--- Instructions to follow ---
From the entries that follow, copy every line with the word "lineWidth".

═══ Dataset records ═══

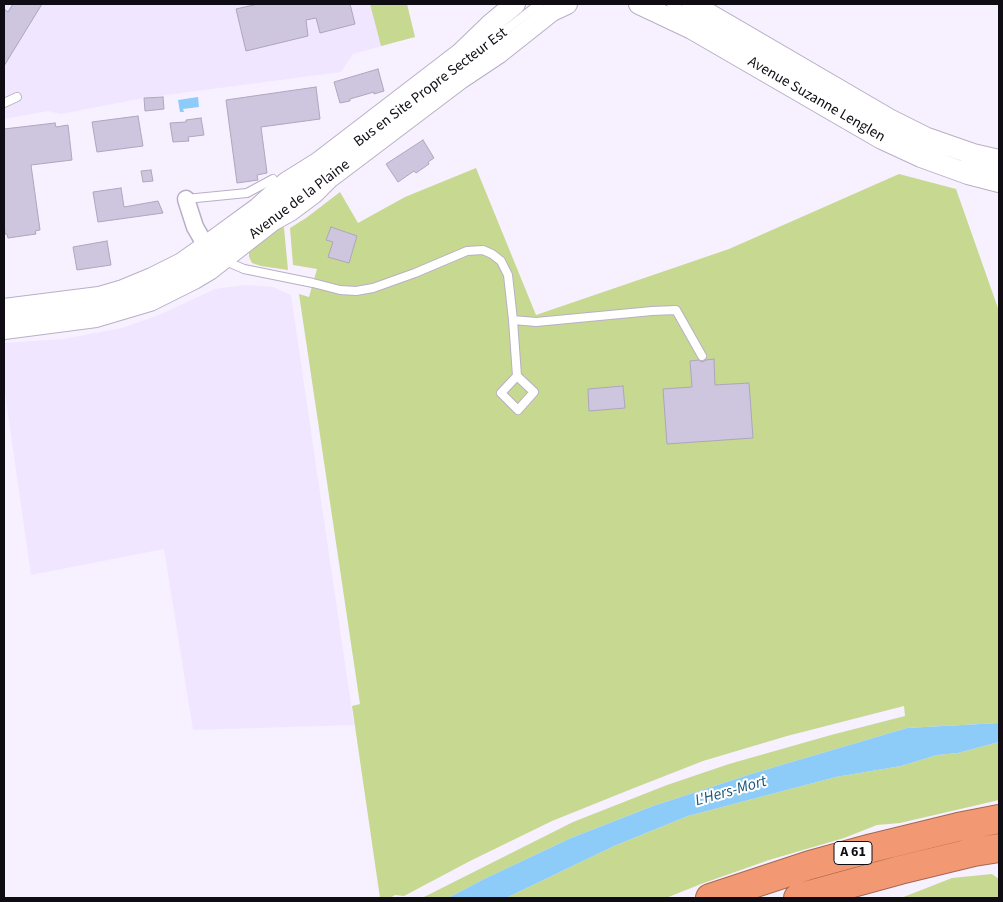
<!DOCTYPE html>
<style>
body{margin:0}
#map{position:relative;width:1003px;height:902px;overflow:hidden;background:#f7f0ff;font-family:"Source Sans 3",sans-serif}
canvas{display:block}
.frame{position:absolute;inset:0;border:5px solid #100c14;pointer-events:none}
</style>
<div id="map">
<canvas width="1003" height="902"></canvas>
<div class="frame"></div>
</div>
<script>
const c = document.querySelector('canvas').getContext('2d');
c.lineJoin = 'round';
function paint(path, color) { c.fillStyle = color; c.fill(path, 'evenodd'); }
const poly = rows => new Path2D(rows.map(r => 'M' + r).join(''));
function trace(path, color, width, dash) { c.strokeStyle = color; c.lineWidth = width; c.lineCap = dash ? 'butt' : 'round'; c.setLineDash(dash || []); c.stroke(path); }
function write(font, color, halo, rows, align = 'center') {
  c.font = font + ' "Source Sans 3",sans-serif'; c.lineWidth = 4; c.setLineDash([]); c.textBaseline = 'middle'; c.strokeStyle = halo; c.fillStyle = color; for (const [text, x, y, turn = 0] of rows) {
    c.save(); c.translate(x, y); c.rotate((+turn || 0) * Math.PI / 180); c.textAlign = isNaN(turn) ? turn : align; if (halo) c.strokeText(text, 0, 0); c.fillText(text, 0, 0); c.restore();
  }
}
const built = poly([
 [4,4,407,4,415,37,353,54,341,72,143,98,61,114,48,111,4,119],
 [245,285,273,287,291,295,354,725,193,730,164,549,31,575,4,386,4,343,63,339,122,328,159,315,215,289]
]);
const green = poly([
 [370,4,407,4,415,37,381,46],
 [476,168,536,315,729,249,899,174,956,189,999,311,999,723,907,728,751,774,653,806,571,838,484,879,448,898,422,898,573,822,667,785,729,764,831,735,905,716,904,706,787,736,703,761,629,790,552,821,470,861,404,896,395,895,390,898,380,898,352,706,360,704,299,294,309,297,317,269,293,265,290,228,306,218,340,192,358,223,405,197],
 [282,226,284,228,288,270,261,266,252,263,249,257,249,250],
 [999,742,999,800,900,823,877,825,844,838,769,860,701,884,666,898,506,898,614,846,688,816,836,777,901,766,937,755,958,753],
 [992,874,999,879,999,898,901,898,952,878]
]);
const water = poly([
 [198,97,199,107,183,109,184,112,180,112,178,100],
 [999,723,999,742,958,753,937,755,901,766,836,777,688,816,614,846,506,898,448,898,484,879,571,838,653,806,751,774,907,728]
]);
const building = poly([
 [13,4,42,4,4,66,4,9,8,12,13,4],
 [258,4,350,4,355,24,320,33,316,18,306,20,308,36,246,51,236,9,258,4],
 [378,69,384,91,374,94,374,92,350,99,350,101,340,103,334,82,378,69],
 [316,87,320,119,261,127,267,173,257,175,258,180,237,183,226,100,316,87],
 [163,97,164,109,145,111,144,98,163,97],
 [138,116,143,146,97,152,92,122,138,116],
 [201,118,204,135,188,137,189,141,173,142,170,123,186,122,186,120,201,118],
 [55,123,56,127,68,125,72,160,31,165,40,230,35,231,36,234,8,238,7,234,5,234,4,222,4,129,55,123],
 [423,140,434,158,428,162,429,164,416,173,414,171,398,182,386,164,423,140],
 [151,170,153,181,143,182,141,171,151,170],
 [121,188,124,207,158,201,163,213,98,222,93,192,121,188],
 [331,227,357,236,349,263,328,257,333,242,326,240,331,227],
 [107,241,111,265,77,270,73,247,107,241],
 [714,359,715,385,749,383,753,438,667,444,663,389,692,387,690,361,699,360,702,362,706,360,714,359],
 [623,386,625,408,589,411,588,389,623,386]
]);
const service = poly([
 [671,4,886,129,912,142],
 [462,64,539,4],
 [4,103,17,97],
 [965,162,999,171],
 [186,199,247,193,273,179],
 [263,216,324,170],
 [226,258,230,263,244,269,313,283,340,290,356,291,373,288,415,273,467,251,483,250,492,254,501,261,508,275,513,320,536,322,652,311,676,310,702,356],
 [182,274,210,256,230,241],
 [134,296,158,286],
 [513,320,517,376],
 [517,376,534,392,518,410,501,393,517,376]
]);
const minor = poly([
 [186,199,195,227,206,246]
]);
const tertiary = poly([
 [639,4,692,29,882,139,921,157,968,174,999,182],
 [692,4,889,119,927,138,973,154,999,160],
 [4,309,99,297,123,290,152,278,182,263,206,246,258,208,287,182,319,162,461,53,491,24,515,4],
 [4,329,96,317,150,301,194,279,209,270,272,221,290,211,314,193,329,178,345,166,460,79,499,53,552,11,567,4]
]);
const motorway = poly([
 [710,898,810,865,872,848,958,827,999,819],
 [798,898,900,870,974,852,999,848]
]);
const shields = [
 [853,853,38]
];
const shieldNames = [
 ["A 61",853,853]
];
const streetNames = [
 ["Bus en Site Propre Secteur Est",431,88,-37],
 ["Avenue Suzanne Lenglen",816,100,30],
 ["Avenue de la Plaine",300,200,-37]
];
const waterNames = [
 ["L'Hers-Mort",731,792,-16]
];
paint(built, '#f1e6ff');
paint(green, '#c7d891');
paint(water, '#8dcbf8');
paint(building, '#cec6df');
trace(building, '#ada6bd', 1);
trace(service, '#b9afc6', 10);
trace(minor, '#b9afc6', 19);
trace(tertiary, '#b9afc6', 22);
trace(motorway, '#a36852', 30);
trace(service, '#fff', 8);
trace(minor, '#fff', 16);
trace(tertiary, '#fff', 20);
trace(motorway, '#f29973', 28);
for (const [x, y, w] of shields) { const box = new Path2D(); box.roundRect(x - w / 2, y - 11.5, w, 23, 4); c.fillStyle = '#fff'; c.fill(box); trace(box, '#100c14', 1); }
write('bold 14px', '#100c14', null, shieldNames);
write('15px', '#100c14', '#fff', streetNames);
write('italic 16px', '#19547a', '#fff', waterNames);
</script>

═══

--- Problem solution ---
function trace(path, color, width, dash) { c.strokeStyle = color; c.lineWidth = width; c.lineCap = dash ? 'butt' : 'round'; c.setLineDash(dash || []); c.stroke(path); }
  c.font = font + ' "Source Sans 3",sans-serif'; c.lineWidth = 4; c.setLineDash([]); c.textBaseline = 'middle'; c.strokeStyle = halo; c.fillStyle = color; for (const [text, x, y, turn = 0] of rows) {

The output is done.